Questions for Jeff Freymueller
How did you become a scientist/engineer?
I was always interested in science, for as long as I can remember, although when I was young I didn't think about it as science. I just always wanted to know how everything worked, what made things happen the way they did, and questions like that. So at various times, I was totally interested in chemistry, geography, stars, why some places were deserts, all sorts of random things. I think I became a scientist because I never stopped asking questions about everything, never stopped being curious and wanting to figure things out.

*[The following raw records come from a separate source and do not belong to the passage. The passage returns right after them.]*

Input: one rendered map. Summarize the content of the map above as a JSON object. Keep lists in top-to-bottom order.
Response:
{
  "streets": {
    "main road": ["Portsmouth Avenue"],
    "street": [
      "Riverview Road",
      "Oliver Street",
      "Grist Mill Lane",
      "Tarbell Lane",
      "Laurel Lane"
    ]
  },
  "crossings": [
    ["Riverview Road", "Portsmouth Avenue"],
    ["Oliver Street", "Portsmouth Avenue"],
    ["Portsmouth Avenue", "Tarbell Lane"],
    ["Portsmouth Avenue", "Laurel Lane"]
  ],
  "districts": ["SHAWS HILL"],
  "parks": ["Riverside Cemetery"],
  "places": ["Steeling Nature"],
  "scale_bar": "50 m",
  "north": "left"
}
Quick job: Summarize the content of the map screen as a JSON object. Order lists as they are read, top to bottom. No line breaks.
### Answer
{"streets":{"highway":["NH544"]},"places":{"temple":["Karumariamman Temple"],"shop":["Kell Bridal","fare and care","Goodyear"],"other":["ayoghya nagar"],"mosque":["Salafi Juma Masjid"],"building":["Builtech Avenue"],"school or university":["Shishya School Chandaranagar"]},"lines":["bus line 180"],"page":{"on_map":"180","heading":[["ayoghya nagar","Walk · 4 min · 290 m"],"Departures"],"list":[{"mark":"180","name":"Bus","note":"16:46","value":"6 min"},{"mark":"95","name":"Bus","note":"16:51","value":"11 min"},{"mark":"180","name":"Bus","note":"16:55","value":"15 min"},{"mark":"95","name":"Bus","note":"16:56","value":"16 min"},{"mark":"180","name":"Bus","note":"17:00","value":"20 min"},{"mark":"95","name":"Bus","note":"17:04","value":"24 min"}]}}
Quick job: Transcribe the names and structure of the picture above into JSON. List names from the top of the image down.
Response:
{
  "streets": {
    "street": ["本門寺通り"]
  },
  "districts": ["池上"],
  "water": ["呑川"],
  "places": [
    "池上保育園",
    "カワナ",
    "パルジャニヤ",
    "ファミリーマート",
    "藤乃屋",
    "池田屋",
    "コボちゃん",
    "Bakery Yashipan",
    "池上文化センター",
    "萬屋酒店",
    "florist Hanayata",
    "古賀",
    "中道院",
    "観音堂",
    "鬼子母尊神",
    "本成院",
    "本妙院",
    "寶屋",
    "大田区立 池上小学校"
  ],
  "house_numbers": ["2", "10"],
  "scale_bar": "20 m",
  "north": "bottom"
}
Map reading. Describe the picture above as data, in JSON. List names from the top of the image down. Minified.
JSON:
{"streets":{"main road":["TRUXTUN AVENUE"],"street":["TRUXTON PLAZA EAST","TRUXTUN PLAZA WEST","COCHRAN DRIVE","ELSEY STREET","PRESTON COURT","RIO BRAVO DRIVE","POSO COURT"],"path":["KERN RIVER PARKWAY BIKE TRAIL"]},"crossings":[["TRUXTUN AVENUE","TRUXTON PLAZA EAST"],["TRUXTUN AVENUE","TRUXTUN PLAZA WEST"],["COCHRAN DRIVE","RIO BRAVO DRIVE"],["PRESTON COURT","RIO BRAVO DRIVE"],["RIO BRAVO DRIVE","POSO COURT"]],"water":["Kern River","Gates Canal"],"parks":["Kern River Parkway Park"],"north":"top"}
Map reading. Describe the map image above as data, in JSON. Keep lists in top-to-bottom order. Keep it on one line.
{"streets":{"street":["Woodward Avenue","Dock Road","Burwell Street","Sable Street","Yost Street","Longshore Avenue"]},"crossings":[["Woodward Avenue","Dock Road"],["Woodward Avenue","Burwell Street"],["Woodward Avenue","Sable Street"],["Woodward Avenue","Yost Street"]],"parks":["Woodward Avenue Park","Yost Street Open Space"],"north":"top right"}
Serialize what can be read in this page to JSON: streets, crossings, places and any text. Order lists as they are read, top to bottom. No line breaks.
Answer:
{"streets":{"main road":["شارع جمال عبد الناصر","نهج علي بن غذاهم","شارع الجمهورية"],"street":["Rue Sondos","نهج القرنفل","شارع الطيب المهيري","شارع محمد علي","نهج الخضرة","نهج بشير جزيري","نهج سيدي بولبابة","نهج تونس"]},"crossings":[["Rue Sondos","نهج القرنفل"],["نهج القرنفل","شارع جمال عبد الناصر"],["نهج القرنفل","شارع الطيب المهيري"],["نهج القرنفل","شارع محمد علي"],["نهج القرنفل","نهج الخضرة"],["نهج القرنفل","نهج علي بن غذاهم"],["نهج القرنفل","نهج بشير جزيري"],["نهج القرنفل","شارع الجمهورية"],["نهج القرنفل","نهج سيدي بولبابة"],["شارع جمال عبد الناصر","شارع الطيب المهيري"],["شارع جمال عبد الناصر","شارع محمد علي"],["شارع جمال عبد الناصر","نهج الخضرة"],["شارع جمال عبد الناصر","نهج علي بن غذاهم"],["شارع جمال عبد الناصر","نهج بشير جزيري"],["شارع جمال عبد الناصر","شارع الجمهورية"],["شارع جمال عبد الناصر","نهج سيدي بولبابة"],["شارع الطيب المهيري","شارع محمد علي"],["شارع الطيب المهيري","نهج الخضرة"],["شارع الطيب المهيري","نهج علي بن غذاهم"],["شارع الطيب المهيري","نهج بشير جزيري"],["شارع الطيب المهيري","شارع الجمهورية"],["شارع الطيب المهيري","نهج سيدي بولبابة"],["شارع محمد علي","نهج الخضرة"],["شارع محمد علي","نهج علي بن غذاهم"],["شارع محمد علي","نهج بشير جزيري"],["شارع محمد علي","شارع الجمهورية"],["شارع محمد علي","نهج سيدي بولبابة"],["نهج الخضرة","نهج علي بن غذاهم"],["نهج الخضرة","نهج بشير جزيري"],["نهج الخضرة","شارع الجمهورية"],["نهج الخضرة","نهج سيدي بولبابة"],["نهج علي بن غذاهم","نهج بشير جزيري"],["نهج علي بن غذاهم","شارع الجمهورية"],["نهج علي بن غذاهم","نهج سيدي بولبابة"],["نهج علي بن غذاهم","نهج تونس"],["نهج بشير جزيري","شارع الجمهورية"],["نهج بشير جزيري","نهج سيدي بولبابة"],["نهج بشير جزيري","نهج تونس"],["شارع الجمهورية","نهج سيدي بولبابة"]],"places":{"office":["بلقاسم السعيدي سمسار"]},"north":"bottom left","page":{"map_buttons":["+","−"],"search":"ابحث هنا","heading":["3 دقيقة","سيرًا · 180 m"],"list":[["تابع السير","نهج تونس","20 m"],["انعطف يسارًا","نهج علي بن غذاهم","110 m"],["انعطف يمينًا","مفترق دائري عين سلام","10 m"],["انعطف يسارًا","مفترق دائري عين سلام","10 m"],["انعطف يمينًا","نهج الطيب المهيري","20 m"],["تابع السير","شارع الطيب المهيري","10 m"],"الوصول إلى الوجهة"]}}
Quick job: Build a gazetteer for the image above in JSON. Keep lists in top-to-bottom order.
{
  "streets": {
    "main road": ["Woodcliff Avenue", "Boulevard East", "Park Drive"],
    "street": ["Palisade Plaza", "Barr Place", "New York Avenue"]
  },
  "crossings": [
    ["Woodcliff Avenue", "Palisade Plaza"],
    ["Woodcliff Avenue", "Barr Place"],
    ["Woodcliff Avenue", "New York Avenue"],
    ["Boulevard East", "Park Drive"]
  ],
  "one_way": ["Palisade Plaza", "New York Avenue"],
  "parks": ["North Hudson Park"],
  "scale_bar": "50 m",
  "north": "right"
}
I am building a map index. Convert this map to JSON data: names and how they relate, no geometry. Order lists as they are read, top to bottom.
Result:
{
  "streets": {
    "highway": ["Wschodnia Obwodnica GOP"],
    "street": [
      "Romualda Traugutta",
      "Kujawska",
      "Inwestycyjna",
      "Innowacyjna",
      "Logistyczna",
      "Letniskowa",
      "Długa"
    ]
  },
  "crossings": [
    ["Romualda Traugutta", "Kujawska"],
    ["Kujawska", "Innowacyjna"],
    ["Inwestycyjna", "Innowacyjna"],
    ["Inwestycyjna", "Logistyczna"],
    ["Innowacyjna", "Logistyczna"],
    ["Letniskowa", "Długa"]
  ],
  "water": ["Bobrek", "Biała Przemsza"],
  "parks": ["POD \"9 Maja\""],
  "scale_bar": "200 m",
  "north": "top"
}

The more specific path to my current job as a scientist was definitely a result of following a path of exploration rather than having a master plan. I got very sick one term in college, and although I did graduate in four years from a very challenging school, my academic record was not stellar (mostly) because of the time I lost to that. I went to graduate school because I didn't have any better plan than to continue learning about things that seemed interesting, and I picked potential graduate schools based on places I thought I would like to live. Once I got there, I met a professor who had a project that sounded interesting, using a new tool called the Global Positioning System to measure plate tectonics. The idea caught my interest enough that I followed my advisor across the country when he got a new job. Within a couple of years of working on the project, I found that I could not imagine doing anything else. It has been that way ever since, although of course my specific research topics have changed and grown over the years.
What is your job like?
My job has me traveling all over, including all over the world. When I was younger, I got to do a lot of fieldwork. I still love doing that, but now I have a lot of other responsibilities so most of the time I get to send my students out to the field. I make sure to get out for a couple of trips to the field every summer, at least. I have worked in China and with colleagues in China for 17 years now, and that has meant a lot of trips to China to work with colleagues there. As I have friends and colleagues literally on every continent, I have had a chance to interact with people from all over the world. Most of my time, though, is spent on ordinary tasks—teaching, sitting at the computer and writing, or writing computer code, or looking at data. I make sure to spend some time every week looking at new data just to see what it shows. It never stops being exciting to see some new information and think about how it fits into my mental picture of how everything works.
What are you hoping to learn from your research?
I am interested in everything that makes the Earth's crust move and deform. Although the motions are slow, there are a lot of active processes that do that: plate tectonics, earthquakes, volcanism, the past and present loss of ice from glaciers, icefields, and ice sheets, and even the movement of surface water around the planet. I want to learn how these processes interact, and how each one shows us what the physical properties of the Earth are. The GRNR site was the second continuous GPS site we set up in Alaska, but actually the first one I chose and really worked on myself. It was set up originally to look at the motion of the Denali fault, which is located about 25 miles to the south.